Tip for making whip cream: In order for the heavy cream to whip properly, everything touching the cream MUST be very, very cold. To this end, put the cream, the mixing bowl, the beaters, and the sugar in the freezer for about 5 minutes prior to starting.
Tip for making meringue: In order for the egg whites to whip properly, the egg whites must be at room temperature.
Legend
tsp = teaspoon
T = tablespoon
Gluten-free Pie Crust
Information for making gluten-free pie crusts can be found here: http://paleogrubs.com/pie-crust-recipes
Copy and paste this main link into your browser bar.
This is not my website; familiarize yourself with its privacy policy.
You will be taken to a website page with 10 incredible gluten free pie crusts.
Gluten/Sugar/Dairy Free Pie Crust
Sweet and Savory Paleo Pie Crust
Perfect Paleo Pie Crust
Paleo Pie Crust
Everyday Paleo Pie Crust
Pecan Pie Crust
Chocolate Pie Crust
Perfect Flakey Grain Free Crust
Basic Paleo Almond Crust
Grain Free Apple Pie Crust
To access the particular recipe and the step-by-steps (with pictures), click on the appropriate link on the webpage.
The above crust names are directly quoted from: http://paleogrubs.com/pie-crust-recipes
For those who want gluten-free pie crust but don’t want to make it themselves, Whole Foods and perhaps other health food stores stock pre-made gluten-free pie crust shells. Check stores in your own area.
Wheat-based Crust – for pies, tarts, and cobblers
For many otherwise good cooks, pie crusts have proven to be an especially tough challenge. As one author of a technical cook book states, Pie crust has at once the simplest ingredients and the most diverse results of any baked food known. It seems to require a light hand, a sure touch, and at least two prior generations of excellent cooks.
The ingredients for regular pie crust are: flour, shortening, salt, and water.
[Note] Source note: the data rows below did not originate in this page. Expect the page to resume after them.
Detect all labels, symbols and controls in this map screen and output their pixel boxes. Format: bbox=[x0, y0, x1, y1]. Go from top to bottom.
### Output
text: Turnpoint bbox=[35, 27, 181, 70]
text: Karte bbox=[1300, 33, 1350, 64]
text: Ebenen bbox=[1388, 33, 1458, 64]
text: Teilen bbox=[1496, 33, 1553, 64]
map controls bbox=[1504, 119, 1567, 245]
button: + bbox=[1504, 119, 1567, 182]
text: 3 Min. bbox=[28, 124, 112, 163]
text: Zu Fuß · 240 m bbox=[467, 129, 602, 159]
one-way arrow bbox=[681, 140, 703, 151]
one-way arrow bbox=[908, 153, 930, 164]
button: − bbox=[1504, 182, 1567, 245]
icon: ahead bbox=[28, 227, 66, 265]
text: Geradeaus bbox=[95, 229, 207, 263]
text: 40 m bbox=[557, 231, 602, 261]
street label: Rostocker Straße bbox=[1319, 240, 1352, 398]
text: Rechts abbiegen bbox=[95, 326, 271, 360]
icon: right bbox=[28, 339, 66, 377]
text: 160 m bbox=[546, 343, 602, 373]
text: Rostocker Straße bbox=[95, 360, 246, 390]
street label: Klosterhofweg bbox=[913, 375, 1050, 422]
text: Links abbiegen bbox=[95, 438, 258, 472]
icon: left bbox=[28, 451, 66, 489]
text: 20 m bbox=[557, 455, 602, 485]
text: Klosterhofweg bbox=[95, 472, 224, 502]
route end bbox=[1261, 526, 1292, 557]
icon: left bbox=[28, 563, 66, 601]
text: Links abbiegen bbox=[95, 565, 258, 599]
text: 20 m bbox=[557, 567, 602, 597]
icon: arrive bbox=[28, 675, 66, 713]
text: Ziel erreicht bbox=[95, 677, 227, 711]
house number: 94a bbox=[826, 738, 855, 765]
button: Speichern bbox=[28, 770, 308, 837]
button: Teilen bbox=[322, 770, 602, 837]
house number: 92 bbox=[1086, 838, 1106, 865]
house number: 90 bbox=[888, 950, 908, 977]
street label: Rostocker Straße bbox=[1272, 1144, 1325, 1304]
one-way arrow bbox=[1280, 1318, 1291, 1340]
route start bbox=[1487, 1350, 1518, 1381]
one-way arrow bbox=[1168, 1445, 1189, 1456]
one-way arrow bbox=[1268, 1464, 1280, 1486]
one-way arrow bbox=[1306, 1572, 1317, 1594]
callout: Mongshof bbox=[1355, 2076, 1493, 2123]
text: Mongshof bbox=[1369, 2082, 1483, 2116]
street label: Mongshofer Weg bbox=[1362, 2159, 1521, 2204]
Proportions can vary somewhat (within limits) in various recipes, but this is not what makes for a good (tender, flaky) or poor (dense) crust. The consistency of the dough is determined by how it is handled. It is essential that pie crust be handled lightly and as gently as possible. It is also important that the ingredients are cold. Cold solid shortening should be worked into the cold flour. The idea is not to produce a homogeneous mixture of the two, but just to coat the particles of fat with flour. The fat particles should be about the size of peas. It’s the layers of small fat particles that make the pie crust tender and flaky. Just enough cold water is used to hold the fat and flour together. If the mixing process is to heavy handed or goes on for too long making the fat particles too small, the fat melts and forms a solid mass which then produces a tough crust.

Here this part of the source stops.